● Problem description
Below are the records; restate word for word the lines from the first through the one containing "font-size:16px; font-weight:400; color:#9ea1a6", and only those.

Stored data entries:
[Start of section]

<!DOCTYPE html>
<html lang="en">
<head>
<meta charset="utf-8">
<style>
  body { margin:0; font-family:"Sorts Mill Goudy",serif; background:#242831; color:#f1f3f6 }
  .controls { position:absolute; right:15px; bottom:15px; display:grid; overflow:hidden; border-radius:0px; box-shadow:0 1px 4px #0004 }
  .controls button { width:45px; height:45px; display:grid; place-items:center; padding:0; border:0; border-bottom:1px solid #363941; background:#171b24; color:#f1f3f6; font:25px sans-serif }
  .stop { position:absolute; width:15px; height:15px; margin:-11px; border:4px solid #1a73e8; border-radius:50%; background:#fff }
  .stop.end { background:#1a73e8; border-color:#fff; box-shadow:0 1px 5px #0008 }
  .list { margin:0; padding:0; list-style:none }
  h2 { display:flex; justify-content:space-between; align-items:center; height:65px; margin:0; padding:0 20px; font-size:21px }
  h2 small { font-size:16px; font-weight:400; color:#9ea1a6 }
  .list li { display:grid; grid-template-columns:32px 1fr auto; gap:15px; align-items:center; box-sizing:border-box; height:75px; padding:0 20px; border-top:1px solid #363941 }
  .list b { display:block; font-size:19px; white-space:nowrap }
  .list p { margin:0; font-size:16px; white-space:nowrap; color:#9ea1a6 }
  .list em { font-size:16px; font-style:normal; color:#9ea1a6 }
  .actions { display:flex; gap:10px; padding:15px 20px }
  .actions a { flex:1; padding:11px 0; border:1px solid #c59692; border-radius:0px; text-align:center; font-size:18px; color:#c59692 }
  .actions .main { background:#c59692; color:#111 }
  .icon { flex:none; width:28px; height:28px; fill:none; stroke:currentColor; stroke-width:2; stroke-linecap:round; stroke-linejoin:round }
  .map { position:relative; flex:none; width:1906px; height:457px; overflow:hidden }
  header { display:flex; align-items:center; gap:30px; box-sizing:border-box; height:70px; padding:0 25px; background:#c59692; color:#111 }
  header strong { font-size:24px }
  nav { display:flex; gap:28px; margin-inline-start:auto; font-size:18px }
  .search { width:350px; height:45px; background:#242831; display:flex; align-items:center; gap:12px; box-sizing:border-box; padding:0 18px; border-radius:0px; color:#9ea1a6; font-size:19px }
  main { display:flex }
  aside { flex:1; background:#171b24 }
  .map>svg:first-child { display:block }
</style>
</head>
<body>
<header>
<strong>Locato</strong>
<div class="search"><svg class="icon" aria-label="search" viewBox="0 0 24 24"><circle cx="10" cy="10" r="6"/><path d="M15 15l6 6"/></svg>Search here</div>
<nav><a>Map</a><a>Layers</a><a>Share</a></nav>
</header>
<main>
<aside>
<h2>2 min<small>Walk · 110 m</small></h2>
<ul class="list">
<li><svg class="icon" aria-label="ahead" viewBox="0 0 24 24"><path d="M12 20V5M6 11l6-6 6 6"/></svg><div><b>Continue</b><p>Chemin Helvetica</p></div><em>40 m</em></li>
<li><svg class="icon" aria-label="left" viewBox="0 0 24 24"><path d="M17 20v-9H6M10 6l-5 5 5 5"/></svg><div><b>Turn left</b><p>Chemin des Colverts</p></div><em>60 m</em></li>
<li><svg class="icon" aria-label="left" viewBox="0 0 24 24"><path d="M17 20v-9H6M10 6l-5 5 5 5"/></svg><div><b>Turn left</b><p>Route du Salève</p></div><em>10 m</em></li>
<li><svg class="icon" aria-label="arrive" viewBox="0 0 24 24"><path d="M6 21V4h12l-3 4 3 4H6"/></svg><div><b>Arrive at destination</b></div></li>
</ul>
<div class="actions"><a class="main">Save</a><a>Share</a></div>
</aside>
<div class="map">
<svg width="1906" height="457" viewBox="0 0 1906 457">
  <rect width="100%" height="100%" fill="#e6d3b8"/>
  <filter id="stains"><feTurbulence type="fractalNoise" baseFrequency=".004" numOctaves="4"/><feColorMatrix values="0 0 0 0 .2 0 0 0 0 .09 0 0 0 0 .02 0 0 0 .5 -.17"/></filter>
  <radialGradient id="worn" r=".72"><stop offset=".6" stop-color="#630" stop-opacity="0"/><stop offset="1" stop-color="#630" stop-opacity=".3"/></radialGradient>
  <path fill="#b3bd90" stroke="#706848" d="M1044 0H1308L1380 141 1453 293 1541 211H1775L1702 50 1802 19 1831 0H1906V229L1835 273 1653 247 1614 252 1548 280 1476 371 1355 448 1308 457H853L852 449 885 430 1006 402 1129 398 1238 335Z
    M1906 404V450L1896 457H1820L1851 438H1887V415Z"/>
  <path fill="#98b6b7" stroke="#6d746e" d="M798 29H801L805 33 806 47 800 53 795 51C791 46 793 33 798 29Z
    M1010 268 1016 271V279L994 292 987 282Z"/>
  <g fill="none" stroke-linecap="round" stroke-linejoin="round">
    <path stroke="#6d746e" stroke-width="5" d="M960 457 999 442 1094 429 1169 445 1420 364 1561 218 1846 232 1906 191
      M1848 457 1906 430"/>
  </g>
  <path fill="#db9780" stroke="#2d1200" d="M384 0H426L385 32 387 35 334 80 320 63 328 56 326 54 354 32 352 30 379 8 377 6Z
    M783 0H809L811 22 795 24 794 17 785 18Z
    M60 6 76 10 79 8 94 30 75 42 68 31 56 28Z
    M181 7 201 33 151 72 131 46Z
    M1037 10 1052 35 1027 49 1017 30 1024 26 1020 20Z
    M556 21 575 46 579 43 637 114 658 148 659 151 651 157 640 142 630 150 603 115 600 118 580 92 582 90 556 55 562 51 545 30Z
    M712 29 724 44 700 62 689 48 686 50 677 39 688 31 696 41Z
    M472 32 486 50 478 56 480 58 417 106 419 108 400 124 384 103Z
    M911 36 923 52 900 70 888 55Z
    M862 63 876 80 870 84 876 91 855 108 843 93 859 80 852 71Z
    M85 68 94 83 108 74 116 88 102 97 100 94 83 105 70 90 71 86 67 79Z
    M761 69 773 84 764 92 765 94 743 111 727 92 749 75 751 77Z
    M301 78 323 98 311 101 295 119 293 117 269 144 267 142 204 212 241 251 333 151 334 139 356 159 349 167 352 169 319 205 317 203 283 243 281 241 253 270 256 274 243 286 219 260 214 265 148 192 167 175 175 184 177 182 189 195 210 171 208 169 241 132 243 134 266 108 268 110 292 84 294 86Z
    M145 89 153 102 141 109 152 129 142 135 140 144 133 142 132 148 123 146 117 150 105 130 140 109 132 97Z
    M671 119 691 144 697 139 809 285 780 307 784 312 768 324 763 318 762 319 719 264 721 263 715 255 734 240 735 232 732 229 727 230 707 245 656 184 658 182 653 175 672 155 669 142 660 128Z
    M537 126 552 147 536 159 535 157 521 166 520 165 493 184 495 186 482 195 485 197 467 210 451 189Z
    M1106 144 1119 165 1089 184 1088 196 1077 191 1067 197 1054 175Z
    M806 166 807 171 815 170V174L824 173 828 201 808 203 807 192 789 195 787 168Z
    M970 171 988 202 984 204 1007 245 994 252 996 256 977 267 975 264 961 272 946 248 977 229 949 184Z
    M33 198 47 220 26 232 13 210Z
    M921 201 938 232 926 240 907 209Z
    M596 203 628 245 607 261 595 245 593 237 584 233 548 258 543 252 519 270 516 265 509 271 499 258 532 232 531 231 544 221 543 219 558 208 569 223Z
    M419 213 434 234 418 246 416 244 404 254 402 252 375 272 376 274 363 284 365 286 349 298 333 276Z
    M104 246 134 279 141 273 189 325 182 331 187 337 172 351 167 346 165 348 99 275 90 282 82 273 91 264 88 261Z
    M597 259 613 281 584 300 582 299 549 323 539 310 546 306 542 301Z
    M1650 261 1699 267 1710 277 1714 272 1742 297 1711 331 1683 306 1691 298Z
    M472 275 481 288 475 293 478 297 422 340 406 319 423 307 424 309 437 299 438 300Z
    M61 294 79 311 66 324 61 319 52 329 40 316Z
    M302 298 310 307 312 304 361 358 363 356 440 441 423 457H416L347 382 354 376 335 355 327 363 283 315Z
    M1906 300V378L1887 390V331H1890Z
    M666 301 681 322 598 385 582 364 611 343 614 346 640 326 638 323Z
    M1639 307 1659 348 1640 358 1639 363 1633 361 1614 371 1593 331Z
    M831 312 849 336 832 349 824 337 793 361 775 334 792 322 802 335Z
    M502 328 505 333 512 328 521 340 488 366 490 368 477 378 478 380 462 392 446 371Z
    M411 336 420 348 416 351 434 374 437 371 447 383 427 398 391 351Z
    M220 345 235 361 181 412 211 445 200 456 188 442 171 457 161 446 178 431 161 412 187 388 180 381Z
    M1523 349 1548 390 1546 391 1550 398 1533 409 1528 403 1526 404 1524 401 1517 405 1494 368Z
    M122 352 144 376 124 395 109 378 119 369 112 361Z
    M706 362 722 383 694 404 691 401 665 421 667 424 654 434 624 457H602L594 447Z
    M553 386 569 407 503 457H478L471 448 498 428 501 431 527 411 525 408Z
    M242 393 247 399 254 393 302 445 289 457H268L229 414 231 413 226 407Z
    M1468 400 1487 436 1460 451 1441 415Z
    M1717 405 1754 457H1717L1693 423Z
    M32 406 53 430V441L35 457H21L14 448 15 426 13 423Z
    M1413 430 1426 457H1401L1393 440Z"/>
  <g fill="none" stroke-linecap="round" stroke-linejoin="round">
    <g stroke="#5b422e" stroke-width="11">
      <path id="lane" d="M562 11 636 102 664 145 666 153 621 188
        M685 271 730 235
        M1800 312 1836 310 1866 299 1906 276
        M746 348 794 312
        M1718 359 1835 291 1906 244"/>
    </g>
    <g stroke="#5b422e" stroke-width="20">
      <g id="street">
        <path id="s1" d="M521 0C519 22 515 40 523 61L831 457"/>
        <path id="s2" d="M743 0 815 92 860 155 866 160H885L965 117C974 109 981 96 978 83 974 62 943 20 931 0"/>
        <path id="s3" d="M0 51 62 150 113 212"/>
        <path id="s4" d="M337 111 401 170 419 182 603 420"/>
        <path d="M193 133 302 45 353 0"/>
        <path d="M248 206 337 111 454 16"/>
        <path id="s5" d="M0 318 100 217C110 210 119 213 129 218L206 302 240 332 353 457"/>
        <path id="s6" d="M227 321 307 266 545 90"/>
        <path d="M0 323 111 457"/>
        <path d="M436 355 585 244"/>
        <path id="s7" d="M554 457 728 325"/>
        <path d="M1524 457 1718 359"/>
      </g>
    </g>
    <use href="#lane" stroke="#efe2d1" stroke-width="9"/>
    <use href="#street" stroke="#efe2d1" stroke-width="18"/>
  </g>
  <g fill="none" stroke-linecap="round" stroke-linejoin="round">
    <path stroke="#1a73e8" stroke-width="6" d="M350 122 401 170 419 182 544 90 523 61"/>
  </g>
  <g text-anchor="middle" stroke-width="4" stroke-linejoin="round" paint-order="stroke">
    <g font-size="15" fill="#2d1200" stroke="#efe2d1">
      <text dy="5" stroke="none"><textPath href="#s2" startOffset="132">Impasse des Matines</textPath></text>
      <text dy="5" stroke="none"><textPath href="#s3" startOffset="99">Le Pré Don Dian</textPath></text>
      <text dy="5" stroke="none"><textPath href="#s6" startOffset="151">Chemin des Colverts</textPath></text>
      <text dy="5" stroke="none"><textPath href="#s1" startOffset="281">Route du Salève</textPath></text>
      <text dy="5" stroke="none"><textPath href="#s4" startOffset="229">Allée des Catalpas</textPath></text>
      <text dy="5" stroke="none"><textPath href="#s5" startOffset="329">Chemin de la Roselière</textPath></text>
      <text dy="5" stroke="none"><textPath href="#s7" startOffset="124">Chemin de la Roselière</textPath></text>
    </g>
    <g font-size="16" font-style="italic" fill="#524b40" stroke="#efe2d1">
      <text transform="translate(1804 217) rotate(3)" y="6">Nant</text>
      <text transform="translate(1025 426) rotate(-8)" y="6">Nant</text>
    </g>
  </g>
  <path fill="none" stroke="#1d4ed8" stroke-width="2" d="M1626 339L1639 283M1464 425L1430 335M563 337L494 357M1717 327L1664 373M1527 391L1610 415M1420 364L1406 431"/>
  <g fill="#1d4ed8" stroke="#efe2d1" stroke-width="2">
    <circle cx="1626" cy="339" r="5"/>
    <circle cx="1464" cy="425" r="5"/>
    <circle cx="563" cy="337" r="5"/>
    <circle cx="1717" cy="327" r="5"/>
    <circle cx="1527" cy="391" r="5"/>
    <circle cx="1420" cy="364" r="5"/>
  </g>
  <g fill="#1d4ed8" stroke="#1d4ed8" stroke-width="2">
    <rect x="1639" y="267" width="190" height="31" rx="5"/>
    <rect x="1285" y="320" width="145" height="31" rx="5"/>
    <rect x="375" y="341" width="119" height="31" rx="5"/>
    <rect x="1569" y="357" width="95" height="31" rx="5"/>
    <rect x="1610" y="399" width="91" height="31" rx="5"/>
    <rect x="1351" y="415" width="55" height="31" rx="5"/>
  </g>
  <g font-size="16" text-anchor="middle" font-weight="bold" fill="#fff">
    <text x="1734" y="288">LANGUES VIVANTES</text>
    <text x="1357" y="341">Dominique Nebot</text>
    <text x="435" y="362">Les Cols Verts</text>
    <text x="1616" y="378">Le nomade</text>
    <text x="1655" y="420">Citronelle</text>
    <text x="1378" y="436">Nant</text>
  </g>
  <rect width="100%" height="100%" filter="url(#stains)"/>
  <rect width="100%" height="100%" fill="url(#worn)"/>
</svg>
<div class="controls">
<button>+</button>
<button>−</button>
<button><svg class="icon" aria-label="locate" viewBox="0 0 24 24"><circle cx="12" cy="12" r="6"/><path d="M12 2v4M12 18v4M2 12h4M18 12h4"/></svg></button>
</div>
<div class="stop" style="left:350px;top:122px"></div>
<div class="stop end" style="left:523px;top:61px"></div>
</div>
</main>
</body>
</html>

[End of section]

● Result
<!DOCTYPE html>
<html lang="en">
<head>
<meta charset="utf-8">
<style>
  body { margin:0; font-family:"Sorts Mill Goudy",serif; background:#242831; color:#f1f3f6 }
  .controls { position:absolute; right:15px; bottom:15px; display:grid; overflow:hidden; border-radius:0px; box-shadow:0 1px 4px #0004 }
  .controls button { width:45px; height:45px; display:grid; place-items:center; padding:0; border:0; border-bottom:1px solid #363941; background:#171b24; color:#f1f3f6; font:25px sans-serif }
  .stop { position:absolute; width:15px; height:15px; margin:-11px; border:4px solid #1a73e8; border-radius:50%; background:#fff }
  .stop.end { background:#1a73e8; border-color:#fff; box-shadow:0 1px 5px #0008 }
  .list { margin:0; padding:0; list-style:none }
  h2 { display:flex; justify-content:space-between; align-items:center; height:65px; margin:0; padding:0 20px; font-size:21px }
  h2 small { font-size:16px; font-weight:400; color:#9ea1a6 }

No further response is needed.